I’m going to avoid the trite little jokes about how you’re forced to spend time with and act interested in people you see once a year. I’m also going to avoid going on a tirade about the mind-numbing number of churches with some quip about “Thanks-Living” on their oft-abused signs (You already pervert the Gospel, much you also massacre the English Language?). I’m going to bore you with tales about my sun-shiney happy times in Louisiana with estranged family, and force you to like it. . . because that’s what Thanksgiving is all about.
For some reason or another, that I’m sure sounded perfectly reasonable at the time, my mother raised me to resent my father’s side of the family. You would expect this behavior from divorced parents, but mine are happily (now anyway) married. I’m sure there were some conversations taken out of context, mild offense, blended with the typical awkwardness of “involved” parents and newly-weds learning to flesh out their new relationships. But for whatever reason, not only was I not allowed to participate in this side of family, I was encouraged to resent the 2 times per year I went to their house. Opposed to my maternal family, my father’s family is one with some attachment to its history and culture. My Grandfather moved to America during WWII from Germany, and still speaks with a very noticeable accent. My father himself has been to Germany several times. But along with this situation, I was also banned from discovering or learning anything to do with Germany. Other than Hitler . . . because, you know… he’s German.
I’m not turning this into a pity-post, just giving the background. Of course, at some point in my adult-hood, I realized that they probably weren’t so bad, and were certainly not the evil cloned spawn of Hitler himself, and made very real and reasonable attempts at building some form of relationship with them.

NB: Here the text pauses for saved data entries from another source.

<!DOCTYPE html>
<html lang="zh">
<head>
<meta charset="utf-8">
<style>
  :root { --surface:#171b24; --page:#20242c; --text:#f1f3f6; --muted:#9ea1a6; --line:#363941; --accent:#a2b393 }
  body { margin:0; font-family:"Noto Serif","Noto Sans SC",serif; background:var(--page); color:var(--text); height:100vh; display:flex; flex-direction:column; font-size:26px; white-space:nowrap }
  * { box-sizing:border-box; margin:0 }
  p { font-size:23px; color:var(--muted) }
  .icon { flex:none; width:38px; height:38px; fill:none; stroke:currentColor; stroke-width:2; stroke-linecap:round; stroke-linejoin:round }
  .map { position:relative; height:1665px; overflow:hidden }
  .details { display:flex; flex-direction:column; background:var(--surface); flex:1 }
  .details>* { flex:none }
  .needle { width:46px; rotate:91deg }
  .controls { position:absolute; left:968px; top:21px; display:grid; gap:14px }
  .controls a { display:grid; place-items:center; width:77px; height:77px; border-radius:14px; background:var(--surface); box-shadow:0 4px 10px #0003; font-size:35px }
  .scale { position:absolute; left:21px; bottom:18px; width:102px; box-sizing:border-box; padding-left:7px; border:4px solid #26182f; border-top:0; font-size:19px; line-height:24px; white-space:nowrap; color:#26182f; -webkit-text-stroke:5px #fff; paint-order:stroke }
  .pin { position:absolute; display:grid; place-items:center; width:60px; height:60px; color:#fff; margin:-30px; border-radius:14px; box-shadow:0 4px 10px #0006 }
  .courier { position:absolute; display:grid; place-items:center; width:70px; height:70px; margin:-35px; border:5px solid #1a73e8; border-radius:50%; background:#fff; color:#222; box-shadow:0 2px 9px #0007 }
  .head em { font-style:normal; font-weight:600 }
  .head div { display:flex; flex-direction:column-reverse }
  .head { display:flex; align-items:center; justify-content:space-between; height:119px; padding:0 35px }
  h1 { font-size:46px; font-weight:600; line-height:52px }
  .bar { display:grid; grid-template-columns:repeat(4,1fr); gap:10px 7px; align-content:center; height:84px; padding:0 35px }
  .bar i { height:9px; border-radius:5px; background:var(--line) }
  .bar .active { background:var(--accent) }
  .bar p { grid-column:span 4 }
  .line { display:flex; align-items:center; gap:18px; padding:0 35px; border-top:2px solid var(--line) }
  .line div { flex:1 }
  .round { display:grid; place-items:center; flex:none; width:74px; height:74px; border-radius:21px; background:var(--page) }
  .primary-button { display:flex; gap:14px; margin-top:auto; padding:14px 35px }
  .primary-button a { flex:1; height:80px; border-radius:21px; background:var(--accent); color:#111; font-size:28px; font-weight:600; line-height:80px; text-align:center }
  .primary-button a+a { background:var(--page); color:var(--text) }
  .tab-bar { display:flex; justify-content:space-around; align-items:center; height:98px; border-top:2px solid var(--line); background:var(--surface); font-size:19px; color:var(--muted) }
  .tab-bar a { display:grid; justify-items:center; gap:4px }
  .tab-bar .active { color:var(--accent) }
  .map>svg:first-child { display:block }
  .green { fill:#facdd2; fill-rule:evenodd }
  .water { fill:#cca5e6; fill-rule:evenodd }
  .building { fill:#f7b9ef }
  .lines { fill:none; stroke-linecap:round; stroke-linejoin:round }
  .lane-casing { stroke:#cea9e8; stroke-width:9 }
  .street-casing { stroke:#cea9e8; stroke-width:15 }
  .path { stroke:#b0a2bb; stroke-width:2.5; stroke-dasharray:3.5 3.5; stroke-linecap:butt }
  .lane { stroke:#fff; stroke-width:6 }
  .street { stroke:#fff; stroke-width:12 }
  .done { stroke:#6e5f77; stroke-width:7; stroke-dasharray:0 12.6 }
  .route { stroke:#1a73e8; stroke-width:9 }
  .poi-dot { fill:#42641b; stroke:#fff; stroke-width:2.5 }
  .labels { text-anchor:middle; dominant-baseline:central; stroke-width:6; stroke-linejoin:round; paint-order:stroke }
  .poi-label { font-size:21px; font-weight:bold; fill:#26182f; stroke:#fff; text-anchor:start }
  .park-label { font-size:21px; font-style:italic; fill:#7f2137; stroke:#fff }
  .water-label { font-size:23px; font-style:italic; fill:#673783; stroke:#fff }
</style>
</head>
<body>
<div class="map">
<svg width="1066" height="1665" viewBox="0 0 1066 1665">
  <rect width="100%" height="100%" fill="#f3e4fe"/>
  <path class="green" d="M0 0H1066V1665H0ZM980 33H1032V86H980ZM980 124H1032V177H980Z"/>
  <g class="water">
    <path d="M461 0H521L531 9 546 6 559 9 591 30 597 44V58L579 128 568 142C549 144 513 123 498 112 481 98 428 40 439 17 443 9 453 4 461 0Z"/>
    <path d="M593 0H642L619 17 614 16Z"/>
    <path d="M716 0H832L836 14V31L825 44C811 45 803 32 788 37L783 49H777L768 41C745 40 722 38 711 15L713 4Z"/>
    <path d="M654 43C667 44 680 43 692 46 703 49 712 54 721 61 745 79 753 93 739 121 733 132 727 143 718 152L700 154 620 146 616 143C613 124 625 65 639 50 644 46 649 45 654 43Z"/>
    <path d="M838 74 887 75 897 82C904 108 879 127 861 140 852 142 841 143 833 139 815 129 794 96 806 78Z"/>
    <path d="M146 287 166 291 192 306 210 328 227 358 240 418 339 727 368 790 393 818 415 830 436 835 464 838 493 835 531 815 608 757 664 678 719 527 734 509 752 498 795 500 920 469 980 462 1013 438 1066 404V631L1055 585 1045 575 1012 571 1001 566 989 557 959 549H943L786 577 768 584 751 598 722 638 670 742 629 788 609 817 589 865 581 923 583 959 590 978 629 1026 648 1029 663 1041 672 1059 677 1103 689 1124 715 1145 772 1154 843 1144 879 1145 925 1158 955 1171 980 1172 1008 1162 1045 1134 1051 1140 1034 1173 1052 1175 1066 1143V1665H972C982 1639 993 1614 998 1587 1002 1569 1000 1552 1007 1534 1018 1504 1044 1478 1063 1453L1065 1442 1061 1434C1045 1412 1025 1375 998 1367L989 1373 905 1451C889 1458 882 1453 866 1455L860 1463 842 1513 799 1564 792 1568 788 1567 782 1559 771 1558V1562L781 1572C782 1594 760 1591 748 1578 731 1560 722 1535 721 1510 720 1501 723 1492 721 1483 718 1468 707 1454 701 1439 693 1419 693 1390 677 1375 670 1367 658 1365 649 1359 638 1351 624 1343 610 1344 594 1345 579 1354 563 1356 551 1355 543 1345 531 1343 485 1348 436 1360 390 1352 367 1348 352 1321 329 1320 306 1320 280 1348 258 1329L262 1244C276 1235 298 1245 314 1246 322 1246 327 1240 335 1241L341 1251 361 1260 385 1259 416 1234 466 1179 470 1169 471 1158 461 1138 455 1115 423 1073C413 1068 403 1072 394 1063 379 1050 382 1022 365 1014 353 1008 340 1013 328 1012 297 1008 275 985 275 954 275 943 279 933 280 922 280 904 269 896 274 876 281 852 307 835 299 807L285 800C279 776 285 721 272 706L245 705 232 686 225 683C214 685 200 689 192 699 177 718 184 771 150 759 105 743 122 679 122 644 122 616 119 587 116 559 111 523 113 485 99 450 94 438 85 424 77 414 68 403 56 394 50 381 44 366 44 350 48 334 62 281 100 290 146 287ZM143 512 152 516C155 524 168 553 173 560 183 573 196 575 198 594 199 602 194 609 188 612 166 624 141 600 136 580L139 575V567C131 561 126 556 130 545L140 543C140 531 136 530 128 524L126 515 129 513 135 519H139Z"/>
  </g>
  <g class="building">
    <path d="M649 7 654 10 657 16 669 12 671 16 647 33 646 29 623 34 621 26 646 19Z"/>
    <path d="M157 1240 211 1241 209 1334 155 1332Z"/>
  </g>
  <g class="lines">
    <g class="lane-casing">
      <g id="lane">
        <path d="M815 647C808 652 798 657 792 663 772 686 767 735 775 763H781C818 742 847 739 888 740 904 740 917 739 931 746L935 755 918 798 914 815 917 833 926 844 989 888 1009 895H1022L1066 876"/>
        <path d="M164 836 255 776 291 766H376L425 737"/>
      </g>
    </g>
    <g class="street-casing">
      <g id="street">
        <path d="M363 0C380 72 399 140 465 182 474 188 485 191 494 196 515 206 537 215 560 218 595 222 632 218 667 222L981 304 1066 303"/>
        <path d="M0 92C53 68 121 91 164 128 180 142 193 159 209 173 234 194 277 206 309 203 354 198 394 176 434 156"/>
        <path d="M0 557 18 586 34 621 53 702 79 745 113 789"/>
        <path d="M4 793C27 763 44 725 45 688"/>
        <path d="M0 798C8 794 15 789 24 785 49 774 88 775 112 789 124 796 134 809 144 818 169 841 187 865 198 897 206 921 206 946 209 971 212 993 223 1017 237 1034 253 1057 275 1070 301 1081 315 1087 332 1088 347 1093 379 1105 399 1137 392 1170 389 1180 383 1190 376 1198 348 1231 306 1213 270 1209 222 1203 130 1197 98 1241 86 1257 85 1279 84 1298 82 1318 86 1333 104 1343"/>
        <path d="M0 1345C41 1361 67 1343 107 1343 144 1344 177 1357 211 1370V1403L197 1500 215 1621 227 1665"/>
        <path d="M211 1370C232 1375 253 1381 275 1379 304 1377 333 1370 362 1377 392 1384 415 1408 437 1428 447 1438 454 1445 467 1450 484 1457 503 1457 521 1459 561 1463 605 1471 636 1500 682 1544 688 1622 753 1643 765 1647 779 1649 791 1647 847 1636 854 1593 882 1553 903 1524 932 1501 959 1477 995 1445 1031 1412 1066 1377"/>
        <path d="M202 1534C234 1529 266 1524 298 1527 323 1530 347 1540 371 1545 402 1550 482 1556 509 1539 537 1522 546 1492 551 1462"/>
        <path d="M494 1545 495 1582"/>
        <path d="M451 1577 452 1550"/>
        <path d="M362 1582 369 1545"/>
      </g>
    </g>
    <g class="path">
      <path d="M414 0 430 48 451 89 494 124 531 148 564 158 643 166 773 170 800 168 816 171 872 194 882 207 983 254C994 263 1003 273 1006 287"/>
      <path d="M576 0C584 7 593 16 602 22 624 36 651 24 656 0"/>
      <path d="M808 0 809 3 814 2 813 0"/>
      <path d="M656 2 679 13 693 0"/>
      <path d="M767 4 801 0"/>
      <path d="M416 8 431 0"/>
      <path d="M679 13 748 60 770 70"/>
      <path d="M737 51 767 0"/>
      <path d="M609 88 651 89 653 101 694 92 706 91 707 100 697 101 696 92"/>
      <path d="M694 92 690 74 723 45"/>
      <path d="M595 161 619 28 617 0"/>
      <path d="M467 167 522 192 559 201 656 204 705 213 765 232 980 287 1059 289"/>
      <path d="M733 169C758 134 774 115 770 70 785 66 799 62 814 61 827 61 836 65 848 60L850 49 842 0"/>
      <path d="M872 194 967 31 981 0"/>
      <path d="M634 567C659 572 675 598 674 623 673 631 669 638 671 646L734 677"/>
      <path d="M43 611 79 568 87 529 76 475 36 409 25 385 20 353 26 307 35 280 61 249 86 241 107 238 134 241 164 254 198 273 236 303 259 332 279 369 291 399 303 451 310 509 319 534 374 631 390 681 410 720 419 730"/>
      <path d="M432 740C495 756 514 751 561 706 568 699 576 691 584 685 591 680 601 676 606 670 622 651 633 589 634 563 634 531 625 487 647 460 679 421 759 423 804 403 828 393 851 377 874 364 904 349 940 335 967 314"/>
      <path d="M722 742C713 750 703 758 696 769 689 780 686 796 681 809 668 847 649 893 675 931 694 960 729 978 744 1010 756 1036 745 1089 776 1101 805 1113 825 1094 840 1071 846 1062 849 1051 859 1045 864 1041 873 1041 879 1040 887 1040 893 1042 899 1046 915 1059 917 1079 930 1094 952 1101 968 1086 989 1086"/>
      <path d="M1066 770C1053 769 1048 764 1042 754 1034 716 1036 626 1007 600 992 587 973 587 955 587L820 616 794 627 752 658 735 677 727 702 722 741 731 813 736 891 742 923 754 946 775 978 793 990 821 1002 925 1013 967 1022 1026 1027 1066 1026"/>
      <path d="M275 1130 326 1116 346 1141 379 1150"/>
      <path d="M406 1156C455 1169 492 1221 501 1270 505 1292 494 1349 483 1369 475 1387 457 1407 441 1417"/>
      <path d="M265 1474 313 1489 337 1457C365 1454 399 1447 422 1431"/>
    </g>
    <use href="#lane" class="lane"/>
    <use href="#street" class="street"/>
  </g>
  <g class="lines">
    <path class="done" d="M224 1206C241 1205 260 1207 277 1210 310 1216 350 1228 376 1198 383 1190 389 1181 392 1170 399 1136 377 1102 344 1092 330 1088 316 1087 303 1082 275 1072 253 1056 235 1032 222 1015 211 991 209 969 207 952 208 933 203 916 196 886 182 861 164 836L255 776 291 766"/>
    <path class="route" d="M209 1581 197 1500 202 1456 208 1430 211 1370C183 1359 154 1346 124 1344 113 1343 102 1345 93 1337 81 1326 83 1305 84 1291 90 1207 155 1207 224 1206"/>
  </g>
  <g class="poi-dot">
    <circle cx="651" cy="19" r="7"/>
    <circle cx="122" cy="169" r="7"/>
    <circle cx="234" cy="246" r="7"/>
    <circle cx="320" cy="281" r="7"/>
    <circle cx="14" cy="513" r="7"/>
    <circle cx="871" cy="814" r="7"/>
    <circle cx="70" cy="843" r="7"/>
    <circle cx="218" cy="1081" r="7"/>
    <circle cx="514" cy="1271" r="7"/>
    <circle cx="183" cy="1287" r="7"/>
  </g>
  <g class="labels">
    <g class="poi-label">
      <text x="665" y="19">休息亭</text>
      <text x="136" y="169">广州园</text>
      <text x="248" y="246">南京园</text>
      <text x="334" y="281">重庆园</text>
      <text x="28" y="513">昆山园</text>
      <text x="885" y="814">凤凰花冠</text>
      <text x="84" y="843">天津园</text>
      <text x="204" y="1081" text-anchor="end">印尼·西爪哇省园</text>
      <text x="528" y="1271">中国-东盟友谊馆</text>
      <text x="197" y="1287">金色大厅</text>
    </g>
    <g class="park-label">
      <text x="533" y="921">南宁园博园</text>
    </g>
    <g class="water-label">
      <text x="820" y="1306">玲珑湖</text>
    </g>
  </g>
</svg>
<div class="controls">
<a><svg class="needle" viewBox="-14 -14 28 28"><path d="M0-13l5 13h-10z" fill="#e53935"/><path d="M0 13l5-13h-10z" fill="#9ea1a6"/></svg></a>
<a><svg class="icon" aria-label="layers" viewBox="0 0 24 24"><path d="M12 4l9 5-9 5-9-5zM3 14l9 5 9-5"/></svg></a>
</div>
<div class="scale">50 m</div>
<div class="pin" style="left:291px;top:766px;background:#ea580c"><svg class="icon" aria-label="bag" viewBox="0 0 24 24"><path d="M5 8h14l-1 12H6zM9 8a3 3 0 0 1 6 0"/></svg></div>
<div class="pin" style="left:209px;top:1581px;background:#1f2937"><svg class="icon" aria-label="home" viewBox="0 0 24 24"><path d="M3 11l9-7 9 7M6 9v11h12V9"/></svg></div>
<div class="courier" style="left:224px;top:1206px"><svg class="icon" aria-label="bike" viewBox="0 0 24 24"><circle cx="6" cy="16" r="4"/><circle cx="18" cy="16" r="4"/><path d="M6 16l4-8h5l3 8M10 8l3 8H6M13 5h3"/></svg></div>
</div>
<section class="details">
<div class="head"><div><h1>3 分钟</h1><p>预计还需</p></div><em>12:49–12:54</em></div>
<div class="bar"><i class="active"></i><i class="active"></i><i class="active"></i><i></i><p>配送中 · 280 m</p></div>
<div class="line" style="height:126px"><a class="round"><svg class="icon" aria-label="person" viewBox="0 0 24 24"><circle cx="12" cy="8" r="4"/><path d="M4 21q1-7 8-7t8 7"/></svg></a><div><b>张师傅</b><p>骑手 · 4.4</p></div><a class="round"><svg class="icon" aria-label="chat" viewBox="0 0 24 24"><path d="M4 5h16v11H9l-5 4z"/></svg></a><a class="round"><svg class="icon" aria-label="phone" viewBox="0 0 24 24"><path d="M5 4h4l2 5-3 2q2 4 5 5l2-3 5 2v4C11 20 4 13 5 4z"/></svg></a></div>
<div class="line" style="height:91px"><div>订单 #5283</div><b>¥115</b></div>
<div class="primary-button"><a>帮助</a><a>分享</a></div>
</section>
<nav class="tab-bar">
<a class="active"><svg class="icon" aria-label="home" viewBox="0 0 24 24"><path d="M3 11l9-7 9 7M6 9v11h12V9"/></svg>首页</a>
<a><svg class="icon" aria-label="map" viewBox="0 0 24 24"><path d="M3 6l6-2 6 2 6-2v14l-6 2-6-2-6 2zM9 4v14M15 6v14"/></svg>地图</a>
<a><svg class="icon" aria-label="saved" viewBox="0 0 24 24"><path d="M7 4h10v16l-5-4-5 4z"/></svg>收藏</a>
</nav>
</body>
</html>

I made sure to visit if I was in town, staying even after the awkwardness became tangible in the room. I barely know them, even today, so conversation was . . . fitful, at best.
However at Thanksgiving this year, with, I believe, all of the family in the house for the first time since I was a child, I realized how truly deprived I was. I have several cousins, some of whom I can’t name. But what struck me was how incredibly similar to them all I was. My mother’s side of the family is filled with typical southerners (no offence . . . not that any of them read this… because only 1 family member knows how to use the internet over there). I love them all, but am obviously the black sheep. At Thanksgiving I’m typically the only male to not show up wearing camouflage, straight from a morning hunt. They’ve long-since given up trying to convince me to freeze my buttocks off on a deer-stand with them, and now don’t bother much with asking about what I’ve been up to, since they won’t really understand anyway. My lovely and dear Grandmother makes an effort though . . . and that’s all anyone can ask. I have no real friends there, and nothing in common with any of them.
But at my father’s family’s house (is there a more convenient way to phrase that in type?), I glanced around when I got there (I was told the wrong time to arrive, thanks Opa) and saw nearly every person there surfing the net on a laptop! People were emailing pictures back and forth to each other. After catching up a bit, one cousin asked me, “Oh, do you have a facebook account?” and it dawned on me: these are my people! Geeks, every last one of them. Geeks, and strangers.
It’s been literally years since I’d seen some of these people, although I once saw a cousin at a shopping mall and didn’t recognize her until after I left, I think she still thinks I’m rude. I’ve been left wondering if there really is a way to make up for lost time? I mean, my cousins all seem relatively close, and all enjoy relationships with my grandparents that I am envious of. But with all those times lost, memories, childhood experiences, the natural bond you form with a grandparent as you grow, can I ever have a similar familiarity with them? Only a couple of them talked to me there at all. And who can blame them, I’m not sure I’d act much differently, especially if I believed the only reason was there was out of obligation, and was sure to leave immediately.
So…all of that added together with my arriving late and missing dinner (not my fault), and my subsequently hungry children, made us have to leave sooner than I would’ve liked. My daughter loves to play with her cousins at my other grandparents’ house, so we spent all day there on Friday, and didn’t get to go back. I’m doubtful that I’ll ever truly know any of them. And that’s a shame. I think we would’ve been good friends, and had great relationships.